## RECORDS SUPPLIED
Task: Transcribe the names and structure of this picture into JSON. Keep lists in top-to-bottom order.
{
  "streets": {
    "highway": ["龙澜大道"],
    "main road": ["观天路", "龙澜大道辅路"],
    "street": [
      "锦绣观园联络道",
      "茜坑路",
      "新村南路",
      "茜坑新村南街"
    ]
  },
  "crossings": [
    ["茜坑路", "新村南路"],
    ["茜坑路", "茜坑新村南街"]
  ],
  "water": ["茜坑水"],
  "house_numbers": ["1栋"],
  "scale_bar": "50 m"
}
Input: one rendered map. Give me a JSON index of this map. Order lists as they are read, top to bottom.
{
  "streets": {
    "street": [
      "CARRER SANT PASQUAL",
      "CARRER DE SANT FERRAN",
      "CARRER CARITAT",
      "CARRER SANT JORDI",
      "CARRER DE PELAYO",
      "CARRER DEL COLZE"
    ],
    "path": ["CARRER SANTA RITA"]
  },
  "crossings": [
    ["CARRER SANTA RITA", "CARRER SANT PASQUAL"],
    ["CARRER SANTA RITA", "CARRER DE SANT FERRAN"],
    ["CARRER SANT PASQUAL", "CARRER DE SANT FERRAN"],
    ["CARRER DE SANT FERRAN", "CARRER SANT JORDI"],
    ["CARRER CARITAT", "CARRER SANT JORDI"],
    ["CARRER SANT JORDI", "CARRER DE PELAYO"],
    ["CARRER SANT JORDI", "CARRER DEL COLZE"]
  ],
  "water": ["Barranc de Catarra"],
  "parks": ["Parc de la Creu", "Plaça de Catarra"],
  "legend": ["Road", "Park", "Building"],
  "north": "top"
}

## TASK DESCRIPTION
Each of the entries above needs to be given again exactly.

## YOUR SOLUTION
Task: Transcribe the names and structure of this picture into JSON. Keep lists in top-to-bottom order.
{
  "streets": {
    "highway": ["龙澜大道"],
    "main road": ["观天路", "龙澜大道辅路"],
    "street": [
      "锦绣观园联络道",
      "茜坑路",
      "新村南路",
      "茜坑新村南街"
    ]
  },
  "crossings": [
    ["茜坑路", "新村南路"],
    ["茜坑路", "茜坑新村南街"]
  ],
  "water": ["茜坑水"],
  "house_numbers": ["1栋"],
  "scale_bar": "50 m"
}
Input: one rendered map. Give me a JSON index of this map. Order lists as they are read, top to bottom.
{
  "streets": {
    "street": [
      "CARRER SANT PASQUAL",
      "CARRER DE SANT FERRAN",
      "CARRER CARITAT",
      "CARRER SANT JORDI",
      "CARRER DE PELAYO",
      "CARRER DEL COLZE"
    ],
    "path": ["CARRER SANTA RITA"]
  },
  "crossings": [
    ["CARRER SANTA RITA", "CARRER SANT PASQUAL"],
    ["CARRER SANTA RITA", "CARRER DE SANT FERRAN"],
    ["CARRER SANT PASQUAL", "CARRER DE SANT FERRAN"],
    ["CARRER DE SANT FERRAN", "CARRER SANT JORDI"],
    ["CARRER CARITAT", "CARRER SANT JORDI"],
    ["CARRER SANT JORDI", "CARRER DE PELAYO"],
    ["CARRER SANT JORDI", "CARRER DEL COLZE"]
  ],
  "water": ["Barranc de Catarra"],
  "parks": ["Parc de la Creu", "Plaça de Catarra"],
  "legend": ["Road", "Park", "Building"],
  "north": "top"
}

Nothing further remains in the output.